Village de Toumangue commune de tône3, 19 Octobre 2022. Les premières brises d’air de l’harmattan frappent déjà la région en ce dernier trimestre de l’année. Des tiges de récoltes de la dernière saison sont encore visibles. Du long d’une rue non encore bitumée, des femmes marchent en groupe, foulards sur la tête. Non loin d’elles, des ustensiles en argiles Des œuvres d’art qui attirent le regard, de tout passager curieux. Des femmes qui s’avancent et se concertent. L’une d’entre elles, nous sourit et pointe son doigt vers ces ustensiles en argiles. C’est la dame Naldjoume épouse Kombaté, potière à Toumangue dans le canton de Nyoukourma. Comme elle, les dames sont nombreuses à vivre de cette activité.
Un savoir gardé secrètement….
À l’origine, il est formellement interdit à la femme enceinte ainsi qu'à son mari d'avoir accès à la case de la potière; C’est ce qu’on apprend de l’une d’elles. Les raisons ne nous ont pas été révélées. Mais, la vieille nous a laissé entendre que c'est interdit tout simplement. Il semblerait que les poteries renferment pour certaines une âme et détruire sciemment certaines d'entre elles, exposerait les auteurs à un danger et même à la mort si des cérémonies ne sont pas faites. Une forme de superstition qui a la peau dure.

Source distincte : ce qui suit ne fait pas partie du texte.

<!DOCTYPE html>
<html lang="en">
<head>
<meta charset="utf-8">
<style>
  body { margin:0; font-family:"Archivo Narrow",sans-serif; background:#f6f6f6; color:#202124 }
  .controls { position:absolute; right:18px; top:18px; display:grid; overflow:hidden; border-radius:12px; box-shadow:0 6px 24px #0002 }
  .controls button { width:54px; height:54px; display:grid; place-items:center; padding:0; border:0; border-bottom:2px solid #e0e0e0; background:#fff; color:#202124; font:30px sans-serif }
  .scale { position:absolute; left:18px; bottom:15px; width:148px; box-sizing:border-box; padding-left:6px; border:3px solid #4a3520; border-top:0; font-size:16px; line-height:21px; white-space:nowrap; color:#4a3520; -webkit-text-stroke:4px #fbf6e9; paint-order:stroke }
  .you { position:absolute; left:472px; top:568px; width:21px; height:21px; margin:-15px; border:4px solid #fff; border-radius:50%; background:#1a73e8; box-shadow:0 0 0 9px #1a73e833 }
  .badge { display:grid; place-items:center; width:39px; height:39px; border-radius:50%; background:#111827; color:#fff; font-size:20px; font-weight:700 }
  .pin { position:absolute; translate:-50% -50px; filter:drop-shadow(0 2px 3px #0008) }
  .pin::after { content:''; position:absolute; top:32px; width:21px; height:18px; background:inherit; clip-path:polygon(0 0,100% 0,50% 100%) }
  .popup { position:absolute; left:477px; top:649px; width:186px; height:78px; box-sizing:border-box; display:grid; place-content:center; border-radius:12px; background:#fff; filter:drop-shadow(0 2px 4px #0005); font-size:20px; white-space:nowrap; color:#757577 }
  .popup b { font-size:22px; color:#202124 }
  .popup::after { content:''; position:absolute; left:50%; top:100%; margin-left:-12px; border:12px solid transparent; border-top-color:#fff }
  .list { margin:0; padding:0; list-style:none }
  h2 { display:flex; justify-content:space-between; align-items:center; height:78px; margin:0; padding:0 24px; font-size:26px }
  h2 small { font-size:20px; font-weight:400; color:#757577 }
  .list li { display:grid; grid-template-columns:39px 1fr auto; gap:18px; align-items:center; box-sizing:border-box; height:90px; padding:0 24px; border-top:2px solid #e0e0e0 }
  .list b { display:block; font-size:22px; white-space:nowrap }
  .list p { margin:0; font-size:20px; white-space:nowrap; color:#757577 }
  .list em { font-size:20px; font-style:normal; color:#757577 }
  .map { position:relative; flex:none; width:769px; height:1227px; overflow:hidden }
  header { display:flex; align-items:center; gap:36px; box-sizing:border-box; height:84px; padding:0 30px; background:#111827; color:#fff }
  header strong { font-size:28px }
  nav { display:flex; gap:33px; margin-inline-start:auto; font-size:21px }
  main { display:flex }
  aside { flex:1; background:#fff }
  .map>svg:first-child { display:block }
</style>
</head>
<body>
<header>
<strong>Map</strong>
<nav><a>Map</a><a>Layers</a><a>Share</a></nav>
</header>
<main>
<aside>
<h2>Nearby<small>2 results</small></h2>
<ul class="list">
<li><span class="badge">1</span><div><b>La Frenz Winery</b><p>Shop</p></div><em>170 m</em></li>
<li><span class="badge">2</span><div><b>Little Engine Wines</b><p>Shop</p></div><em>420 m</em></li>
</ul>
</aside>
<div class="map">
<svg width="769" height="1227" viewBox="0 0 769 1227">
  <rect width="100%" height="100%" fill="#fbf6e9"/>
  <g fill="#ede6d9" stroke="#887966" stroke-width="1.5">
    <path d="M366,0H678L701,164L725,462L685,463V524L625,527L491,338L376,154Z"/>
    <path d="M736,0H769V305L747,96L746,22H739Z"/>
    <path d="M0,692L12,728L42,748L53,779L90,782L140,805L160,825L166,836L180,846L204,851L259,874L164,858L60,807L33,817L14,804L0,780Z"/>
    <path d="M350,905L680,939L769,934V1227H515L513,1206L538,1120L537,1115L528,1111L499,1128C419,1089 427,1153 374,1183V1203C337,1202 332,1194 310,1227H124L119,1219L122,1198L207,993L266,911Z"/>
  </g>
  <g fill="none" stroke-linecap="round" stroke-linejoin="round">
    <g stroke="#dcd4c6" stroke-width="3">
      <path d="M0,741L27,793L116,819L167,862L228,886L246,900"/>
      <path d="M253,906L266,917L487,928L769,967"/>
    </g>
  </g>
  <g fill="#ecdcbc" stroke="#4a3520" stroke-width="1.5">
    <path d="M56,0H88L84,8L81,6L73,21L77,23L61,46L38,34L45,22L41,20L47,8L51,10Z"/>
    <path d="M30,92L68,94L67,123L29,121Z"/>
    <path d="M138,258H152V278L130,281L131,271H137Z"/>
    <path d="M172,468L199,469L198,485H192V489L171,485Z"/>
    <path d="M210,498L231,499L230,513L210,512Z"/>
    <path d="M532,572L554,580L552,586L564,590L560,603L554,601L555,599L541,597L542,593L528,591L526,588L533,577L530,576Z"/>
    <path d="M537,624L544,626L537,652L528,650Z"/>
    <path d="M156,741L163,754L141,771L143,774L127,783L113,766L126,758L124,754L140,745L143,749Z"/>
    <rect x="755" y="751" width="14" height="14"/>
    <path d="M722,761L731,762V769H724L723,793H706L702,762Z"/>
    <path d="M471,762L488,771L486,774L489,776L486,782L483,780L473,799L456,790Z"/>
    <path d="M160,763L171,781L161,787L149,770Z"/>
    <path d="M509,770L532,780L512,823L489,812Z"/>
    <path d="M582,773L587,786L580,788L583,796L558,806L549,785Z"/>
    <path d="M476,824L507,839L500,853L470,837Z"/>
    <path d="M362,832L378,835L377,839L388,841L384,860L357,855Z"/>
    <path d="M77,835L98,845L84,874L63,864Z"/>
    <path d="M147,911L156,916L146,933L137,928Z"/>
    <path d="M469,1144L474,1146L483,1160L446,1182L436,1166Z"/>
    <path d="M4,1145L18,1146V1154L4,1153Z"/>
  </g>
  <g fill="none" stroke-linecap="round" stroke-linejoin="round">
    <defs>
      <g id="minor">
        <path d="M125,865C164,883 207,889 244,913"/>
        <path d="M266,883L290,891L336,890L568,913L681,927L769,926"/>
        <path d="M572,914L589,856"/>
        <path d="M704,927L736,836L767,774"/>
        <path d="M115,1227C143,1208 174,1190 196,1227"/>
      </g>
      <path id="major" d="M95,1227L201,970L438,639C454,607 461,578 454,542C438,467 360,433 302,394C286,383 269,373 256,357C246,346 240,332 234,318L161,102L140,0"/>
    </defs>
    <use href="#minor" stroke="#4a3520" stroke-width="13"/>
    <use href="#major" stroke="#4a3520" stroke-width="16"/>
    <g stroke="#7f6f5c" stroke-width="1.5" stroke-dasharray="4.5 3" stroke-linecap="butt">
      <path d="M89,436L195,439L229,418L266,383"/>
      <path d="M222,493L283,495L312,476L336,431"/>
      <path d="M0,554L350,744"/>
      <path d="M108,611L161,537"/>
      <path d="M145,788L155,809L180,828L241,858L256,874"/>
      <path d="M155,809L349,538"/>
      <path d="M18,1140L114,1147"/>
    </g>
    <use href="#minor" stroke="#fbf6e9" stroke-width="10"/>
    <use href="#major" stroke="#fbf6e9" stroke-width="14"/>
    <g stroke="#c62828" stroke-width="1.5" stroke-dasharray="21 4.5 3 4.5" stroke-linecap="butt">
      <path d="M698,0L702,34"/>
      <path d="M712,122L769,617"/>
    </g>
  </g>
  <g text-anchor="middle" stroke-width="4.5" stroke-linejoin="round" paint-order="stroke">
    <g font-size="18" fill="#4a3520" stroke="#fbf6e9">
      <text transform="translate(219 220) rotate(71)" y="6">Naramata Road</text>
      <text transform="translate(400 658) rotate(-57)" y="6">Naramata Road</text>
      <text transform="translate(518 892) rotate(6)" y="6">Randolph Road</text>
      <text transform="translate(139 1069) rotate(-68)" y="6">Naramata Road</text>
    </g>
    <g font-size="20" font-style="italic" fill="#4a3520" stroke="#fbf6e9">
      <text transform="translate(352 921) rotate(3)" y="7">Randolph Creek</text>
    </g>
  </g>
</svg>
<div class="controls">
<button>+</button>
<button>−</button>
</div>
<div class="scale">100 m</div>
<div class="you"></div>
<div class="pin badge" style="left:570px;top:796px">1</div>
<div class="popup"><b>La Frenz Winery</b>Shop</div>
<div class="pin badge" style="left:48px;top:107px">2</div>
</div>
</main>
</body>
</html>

Pour ces habituées de l’art de la poterie, les jarres et les passoires en argiles sont une illustration d’un savoir-faire qui date des époques anciennes et qui respectent les règles coutumières . On raconte que " Lorsque vous cassez sciemment une jarre par exemple, il vous faut faire la même cérémonie que celui qui a commis un meurtre. En plus, il n'est pas autorisé à n'importe quelle potière de fabriquer une passoire (sorte de canari parsemé de trous, utilisé dans le processus de transformation des grains de néré ou de soja en moutarde)». Une forme de règle non écrite qui oblige les pratiquantes de la poterie à observer des édits des herméneutiques.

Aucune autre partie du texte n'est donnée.